What “Ed V” (as he was known) didn’t know was that Reed was prepared for this moment with a batch of newly penned original songs and an unshakeable sonic sensibility. The two clicked, Reed stepped into the studio with his band in tow and the tape rolling and proceeded to make magic. “Roll With You”, Reed’s first album of all original music, was released in 2008 and the world began to stand up and take notice. Soon there were calls coming in from everywhere: Television shows in the U.K. and France, festivals in Australia and a jaw-dropping of national and international tour dates.
“Roll With You” was critically lauded and Reed’s blow-off-the-roof live set at the famed SXSW music festival in Austin, TX brought major labels calling. A deal was inked with Capitol Records in 2009 and saw the release of “Come and Get It” the following year, along with more dates, more festivals and more positive press. At the same time, Reed added another arrow to his quiver: Licensing. Songs from “Come and Get It” began to show up in movies, television shows and commercials. The album’s follow up, 2014’s “Nights Like This” recorded this time for Warner Bros. followed the same trend all while Reed continued to wow audiences on five continents.
In 2015, the music industry, and major labels in particular were in freefall and Reed fell victim to the death rattle. Some fans balked at the poppier sound of “Nights Like This” and without the support of a major label, Reed returned to his homebase of Brooklyn, NY to regroup. He was down, but not out. In a span of six weeks, he wrote an entire LP’s worth of material that became the album “My Way Home.” It’s an album that’s both back-to-basics and startlingly current and it began Reed’s relationship with famed indie label Yep Roc Records, a partnership that continues to this day.

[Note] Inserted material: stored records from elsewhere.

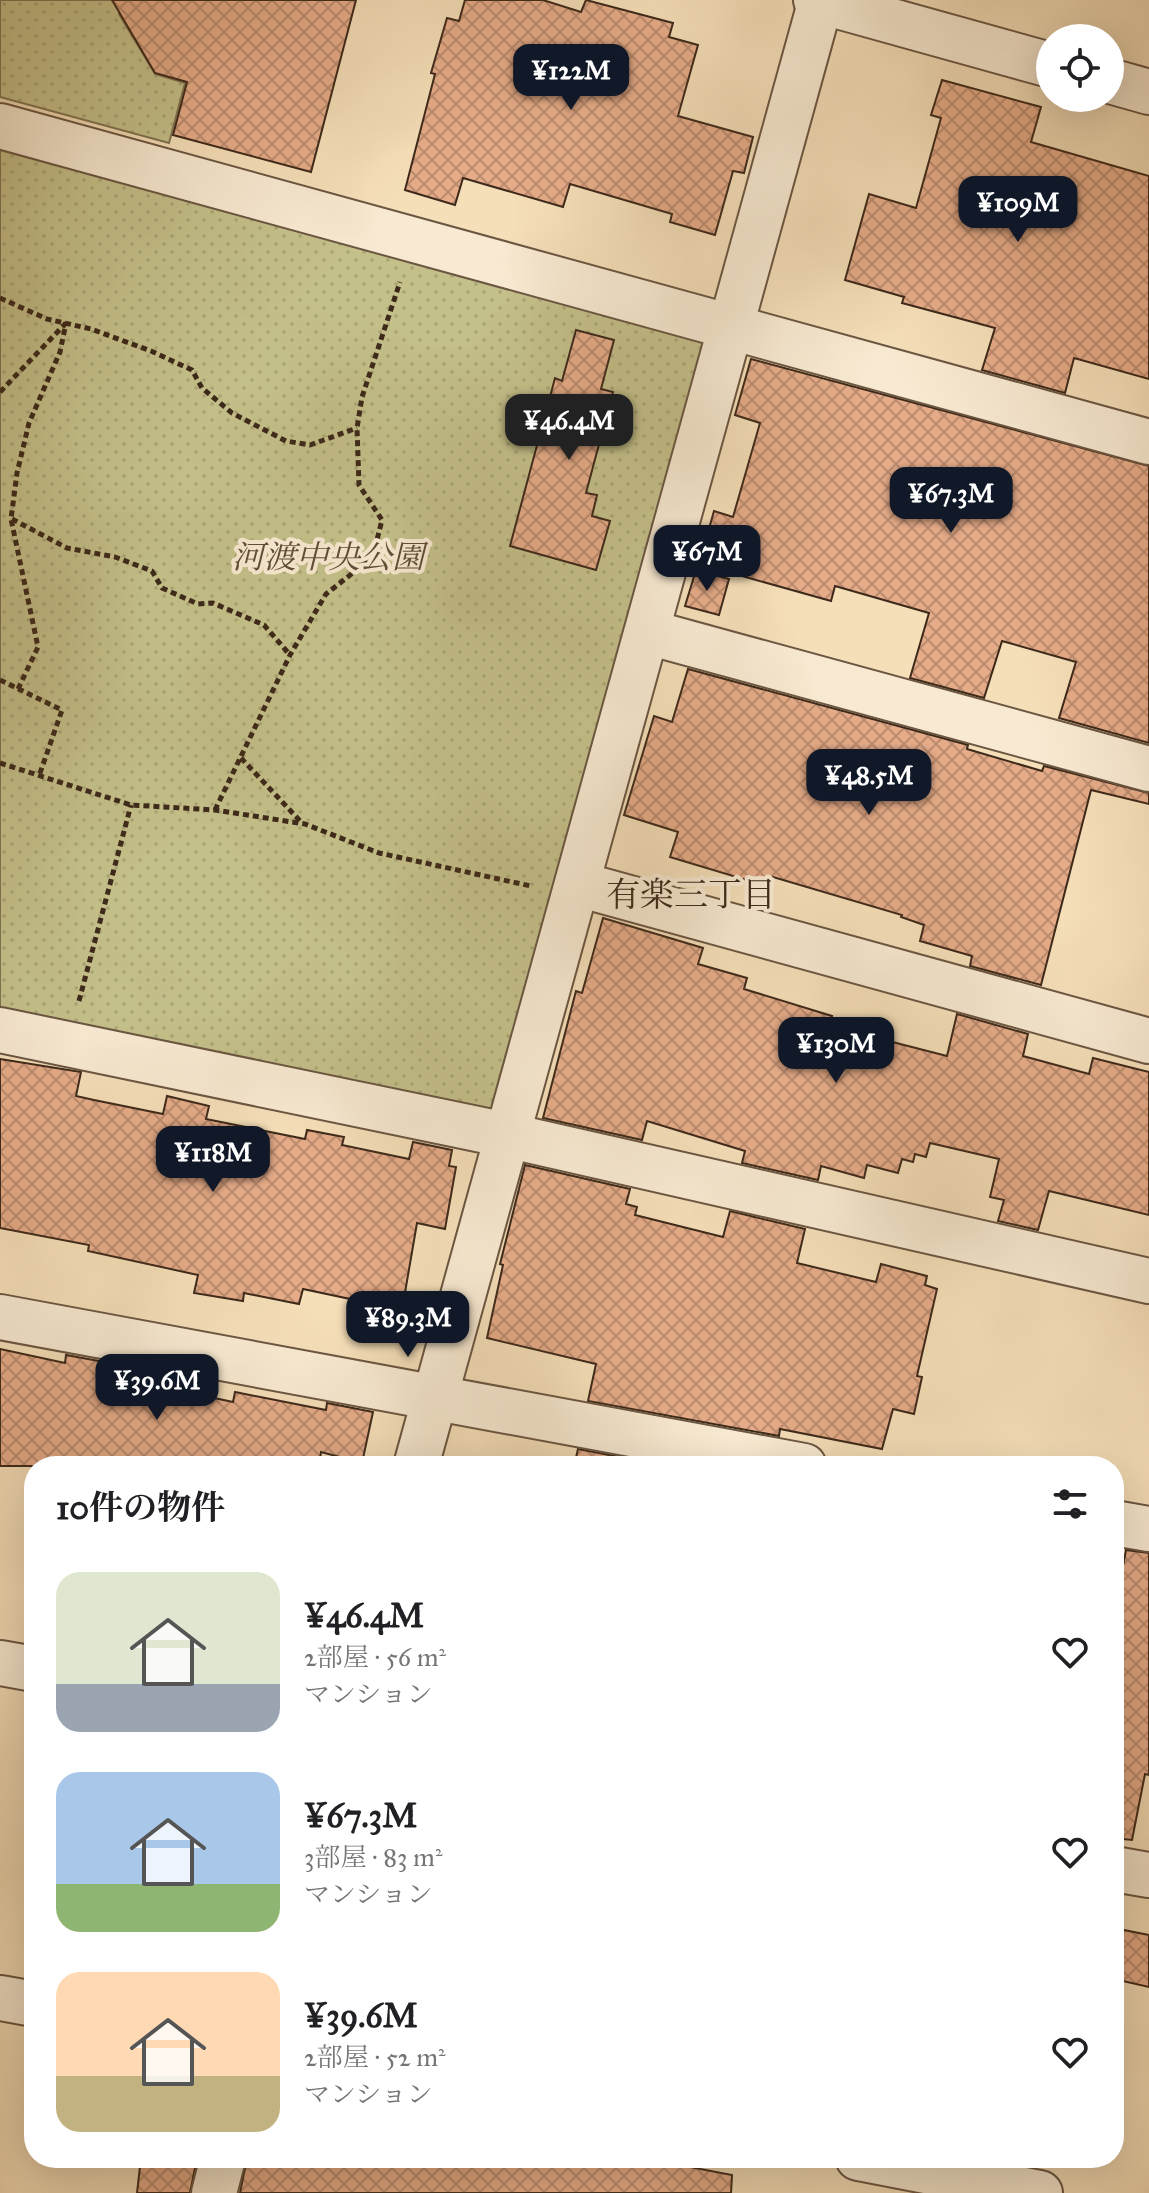 <!DOCTYPE html>
<html lang="ja">
<meta charset="utf-8">
<style>
:root{--surface:#fff;--page:#f2f2f2;--text:#202124;--muted:#757577;--accent:#111827}
body{margin:0;font-family:"IM FELL Great Primer","Noto Serif JP",serif;background:var(--page);color:var(--text);height:100vh;display:flex;flex-direction:column;font-size:30px;white-space:nowrap}
*{box-sizing:border-box;margin:0}
p{font-size:26px;color:var(--muted)}
.icon{flex:none;width:44px;height:44px;fill:none;stroke:currentColor;stroke-width:2;stroke-linecap:round;stroke-linejoin:round}
.map{position:relative;flex:1;overflow:hidden}
.panel{position:absolute;left:24px;top:1456px;width:1100px;height:712px;display:flex;flex-direction:column;background:var(--surface);border-radius:32px;box-shadow:0 8px 32px #0002}
.panel>*{flex:none}
.buttons{position:absolute;left:1036px;top:24px;display:grid;gap:16px}
.buttons a{display:grid;place-items:center;width:88px;height:88px;border-radius:50%;background:var(--surface);box-shadow:0 8px 32px #0002;font-size:40px}
.price{position:absolute;translate:-50% -68px;padding:0 18px;border-radius:16px;background:var(--accent);color:#fff;font-size:26px;line-height:52px;filter:drop-shadow(0 2px 4px #0008)}
.price::after{content:'';position:absolute;left:50%;top:48px;width:24px;height:18px;margin-left:-12px;background:inherit;clip-path:polygon(0 0,100% 0,50% 100%)}
.price.current{background:#222;color:#fff}
ul{padding:0;list-style:none}
li{display:flex;align-items:center;gap:24px;height:200px;padding:0 32px}
li span{display:grid;place-items:center;flex:none;width:224px;height:160px;border-radius:24px;color:#555}
li>.icon{margin-inline-start:auto}
span .icon{width:96px;height:96px;fill:#fffc;stroke-width:1}
li b{font-size:34px}
h2{display:flex;justify-content:space-between;align-items:center;height:96px;padding:0 32px;font-size:34px}
.map>svg:first-child{display:block}
.park{fill:url(#park-dots);stroke:#807452;stroke-width:2}
.building{fill:url(#building-cross-hatch);stroke:#3d291a;stroke-width:2}
.lines{fill:none;stroke-linecap:round;stroke-linejoin:round}
.minor-casing{stroke:#6b5642;stroke-width:48}
.tertiary-casing{stroke:#6b5642;stroke-width:48}
.path{stroke:#3d291a;stroke-width:5;stroke-dasharray:6 4;stroke-linecap:butt}
.minor{stroke:#f8ead2;stroke-width:44}
.tertiary{stroke:#f8ead2;stroke-width:44}
.labels{text-anchor:middle;dominant-baseline:central;stroke-width:8;stroke-linejoin:round;paint-order:stroke}
.park-label{font-size:32px;font-style:italic;fill:#5f4f36;stroke:#f8ead2}
.neighbourhood-label{font-size:34px;fill:#3d291a;stroke:#f8ead2}
</style>
<div class="map">
<svg width="1149" height="2193" viewBox="0 0 1149 2193">
<defs>
<pattern id="park-dots" width="8" height="8" patternUnits="userSpaceOnUse" patternTransform="scale(2)"><rect width="8" height="8" fill="#c4c08a"/><path d="M2 2h.1M6 6h.1" fill="none" stroke="#a9a576" stroke-width="1.8" stroke-linecap="round"/></pattern>
<pattern id="building-cross-hatch" width="8" height="8" patternUnits="userSpaceOnUse" patternTransform="scale(2)"><rect width="8" height="8" fill="#e6ac89"/><path d="M0 0l8 8M0 8l8-8" fill="none" stroke="#bc8c6f"/></pattern>
</defs>
<rect width="100%" height="100%" fill="#f5dfb9"/>
<filter id="stains"><feTurbulence type="fractalNoise" baseFrequency=".0025" numOctaves="4"/><feColorMatrix values="0 0 0 0 .2 0 0 0 0 .09 0 0 0 0 .02 0 0 0 .5 -.17"/></filter>
<radialGradient id="worn" r=".72"><stop offset=".6" stop-color="#630" stop-opacity="0"/><stop offset="1" stop-color="#630" stop-opacity=".3"/></radialGradient>
<g class="park">
<polygon points="0,0 123,0 119,14 155,74 185,83 169,143 0,97"/>
<polygon points="0,126 729,326 506,1135 0,1030"/>
</g>
<g class="building">
<polygon points="112,0 356,0 311,172 173,135 187,82 155,73"/>
<polygon points="465,0 543,0 581,12 586,0 673,23 669,37 698,45 678,116 753,137 744,173 733,171 715,235 670,222 672,214 570,184 563,207 463,178 455,205 405,190 435,74 431,73 447,18 459,21"/>
<polygon points="942,80 1041,107 1031,142 1149,176 1149,379 1074,358 1065,393 982,370 995,328 902,303 904,297 845,280 869,194 916,208 941,118 931,115"/>
<polygon points="576,330 614,340 601,389 613,392 586,493 597,495 592,516 610,521 596,570 510,546 555,378 562,381"/>
<polygon points="751,359 1149,466 1149,743 1059,718 1076,662 1002,641 984,698 910,678 929,613 835,586 831,601 699,564 714,511 733,517 760,423 735,415"/>
<polygon points="696,570 729,579 719,615 685,606"/>
<polygon points="688,669 968,745 967,749 1042,771 1044,766 1149,793 1149,804 1091,790 1041,985 970,966 972,956 920,941 924,925 901,917 902,915 773,877 770,887 670,857 678,832 624,815 654,716 672,722"/>
<polygon points="603,918 703,948 698,964 747,978 744,989 832,1016 830,1026 947,1056 957,1014 1028,1034 1023,1056 1089,1074 1093,1058 1149,1072 1149,1215 1049,1191 1038,1230 998,1221 1004,1200 990,1197 999,1159 930,1143 926,1157 915,1154 913,1162 902,1159 898,1173 867,1165 864,1178 821,1166 818,1180 742,1163 745,1151 647,1121 642,1140 543,1118 576,991 582,993"/>
<polygon points="0,1059 81,1072 76,1096 94,1100 163,1114 167,1096 209,1106 206,1119 305,1139 307,1130 344,1137 342,1145 409,1159 413,1142 452,1150 449,1166 456,1167 445,1229 417,1223 402,1310 303,1289 299,1304 244,1293 243,1301 194,1293 198,1275 88,1251 89,1245 0,1228"/>
<polygon points="525,1165 630,1189 626,1204 637,1207 635,1215 723,1237 730,1211 805,1229 797,1263 876,1282 881,1264 927,1276 925,1285 937,1289 917,1376 922,1377 914,1414 893,1409 882,1449 780,1429 779,1436 588,1401 596,1364 487,1338 503,1265 500,1264"/>
<polygon points="0,1349 65,1363 66,1355 137,1368 135,1381 233,1402 235,1392 326,1410 327,1403 373,1412 362,1463 321,1452 319,1466 0,1466"/>
<polygon points="578,1449 667,1466 574,1466"/>
<polygon points="1126,1550 1149,1553 1149,1775 1145,1774 1132,1840 1114,1838 1114,1612"/>
<polygon points="1114,1928 1149,1935 1149,1987 1114,1979"/>
<polygon points="141,2158 197,2158 190,2193 137,2193"/>
<polygon points="247,2158 643,2158 732,2175 731,2193 240,2193"/>
</g>
<g class="lines">
<defs>
<g id="minor">
<polyline points="0,126 1149,442"/>
<polyline points="648,632 1149,769"/>
<polyline points="578,884 1149,1041"/>
<polyline points="0,1030 506,1135 1149,1281"/>
<polyline points="0,1317 804,1466"/>
<polyline points="416,1466 821,0"/>
<polyline points="1114,1523 1149,1529"/>
<polyline points="0,1998 34,2004"/>
<polyline points="858,2158 1040,2193"/>
<polyline points="214,2193 223,2158"/>
</g>
<g id="tertiary">
<polyline points="816,0 1050,65"/>
<polyline points="1110,81 1149,92"/>
<polyline points="0,1663 34,1669"/>
<polyline points="1114,1869 1149,1875"/>
</g>
</defs>
<use href="#minor" class="minor-casing"/>
<use href="#tertiary" class="tertiary-casing"/>
<g class="path">
<polyline points="0,298 47,319 91,329 151,351 192,370 202,388 232,413 286,441 310,445 357,428"/>
<polyline points="0,392 66,323"/>
<polyline points="12,519 67,548 115,557 152,571 162,588 198,604 213,603 264,625 290,655"/>
<polyline points="0,680 62,710 39,776"/>
<polyline points="18,689 38,647 11,519 17,473 29,423 60,352 66,323"/>
<polyline points="241,758 302,823"/>
<polyline points="0,763 131,805 215,810 305,824 379,853 531,886"/>
<polyline points="215,810 290,655 326,594 363,565 377,540 382,520 359,485 357,428 362,397 400,282"/>
<polyline points="79,1001 131,805"/>
</g>
<use href="#minor" class="minor"/>
<use href="#tertiary" class="tertiary"/>
</g>
<g class="labels">
<g class="park-label">
<text x="328" y="557">河渡中央公園</text>
</g>
<g class="neighbourhood-label">
<text x="691" y="894">有楽三丁目</text>
</g>
</g>
<rect width="100%" height="100%" filter="url(#stains)"/>
<rect width="100%" height="100%" fill="url(#worn)"/>
</svg>
<div class="buttons">
<a><svg class="icon" aria-label="locate" viewBox="0 0 24 24"><circle cx="12" cy="12" r="6"/><path d="M12 2v4M12 18v4M2 12h4M18 12h4"/></svg></a>
</div>
<b class="price" style="left:571px;top:112px">¥122M</b>
<b class="price" style="left:1018px;top:244px">¥109M</b>
<b class="price current" style="left:569px;top:462px">¥46.4M</b>
<b class="price" style="left:951px;top:535px">¥67.3M</b>
<b class="price" style="left:707px;top:593px">¥67M</b>
<b class="price" style="left:869px;top:817px">¥48.5M</b>
<b class="price" style="left:836px;top:1085px">¥130M</b>
<b class="price" style="left:213px;top:1194px">¥118M</b>
<b class="price" style="left:408px;top:1359px">¥89.3M</b>
<b class="price" style="left:157px;top:1422px">¥39.6M</b>
<section class="panel">
<h2>10件の物件<svg class="icon" aria-label="filters" viewBox="0 0 24 24"><path d="M4 7h16M4 17h16"/><circle cx="9" cy="7" r="2"/><circle cx="15" cy="17" r="2"/></svg></h2>
<ul>
<li><span style="background:linear-gradient(#dfe7d0 70%,#9aa5b1 0)"><svg class="icon" aria-label="home" viewBox="0 0 24 24"><path d="M3 11l9-7 9 7M6 9v11h12V9"/></svg></span><div><b>¥46.4M</b><p>2部屋 · 56 m²</p><p>マンション</p></div><svg class="icon" aria-label="heart" viewBox="0 0 24 24"><path d="M12 20l-8-8c-3-5 5-10 8-4 3-6 11-1 8 4z"/></svg></li>
<li><span style="background:linear-gradient(#a9c7e8 70%,#8fb573 0)"><svg class="icon" aria-label="home" viewBox="0 0 24 24"><path d="M3 11l9-7 9 7M6 9v11h12V9"/></svg></span><div><b>¥67.3M</b><p>3部屋 · 83 m²</p><p>マンション</p></div><svg class="icon" aria-label="heart" viewBox="0 0 24 24"><path d="M12 20l-8-8c-3-5 5-10 8-4 3-6 11-1 8 4z"/></svg></li>
<li><span style="background:linear-gradient(#ffd9b3 65%,#c2b280 0)"><svg class="icon" aria-label="home" viewBox="0 0 24 24"><path d="M3 11l9-7 9 7M6 9v11h12V9"/></svg></span><div><b>¥39.6M</b><p>2部屋 · 52 m²</p><p>マンション</p></div><svg class="icon" aria-label="heart" viewBox="0 0 24 24"><path d="M12 20l-8-8c-3-5 5-10 8-4 3-6 11-1 8 4z"/></svg></li>
</ul>
</section>
</div>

With the whirlwind of the major label experience behind him, Reed emerged older, wiser and more mature as a songwriter and performer. Parenthood also gave him a newfound perspective; his daughter Stella was born in 2016 and son Oscar in 2019. He returned to the south to record his seventh full-length “99 Cent Dreams” at the legendary Sam Phillips Recording studio in Memphis, TN. This time around he was joined by soul legends The Masqueraders on background vocals. The title track was given an unexpected boost with a feature by hip-hop pioneer Big Daddy Kane! No Depression wrote: “Reed never disappoints and on 99 Cent Dreams he takes his musical game to a new level, elevating us with it.”
With every step forward, Reed attempts something new, different and untested. The COVID lockdowns of 2020 inspired him to fulfill a dream he’d had since the very beginning: To record an album’s worth of songs by country music legend Merle Haggard. Reed’s versions of The Hag’s classic songs like “Workin’ Man Blues” and “Mama Tried” brought another milestone: An invitation to perform on the venerable stage of Nashville’s Grand Ole Opry where he brought the house down.
Reed was one of the very first of the new wave of singers and songwriters to embrace unabashedly soulful music and he’s still doing it his way, two decades on. He’s celebrating that milestone with a 20th anniversary reissue of the album “Walkin’ and Talkin’” from 2005, this time on vinyl. “Listening back to those songs and my 21 year-old self” he says, “is a strange sensation.” “I can hear the wheels turning, the speed picking up, taking me in the direction I wanted to go, but I didn’t know where it would lead me or how long it might take to get there.” Twenty years on, Reed is still singing, playing and writing his heart out, heading towards the next stop.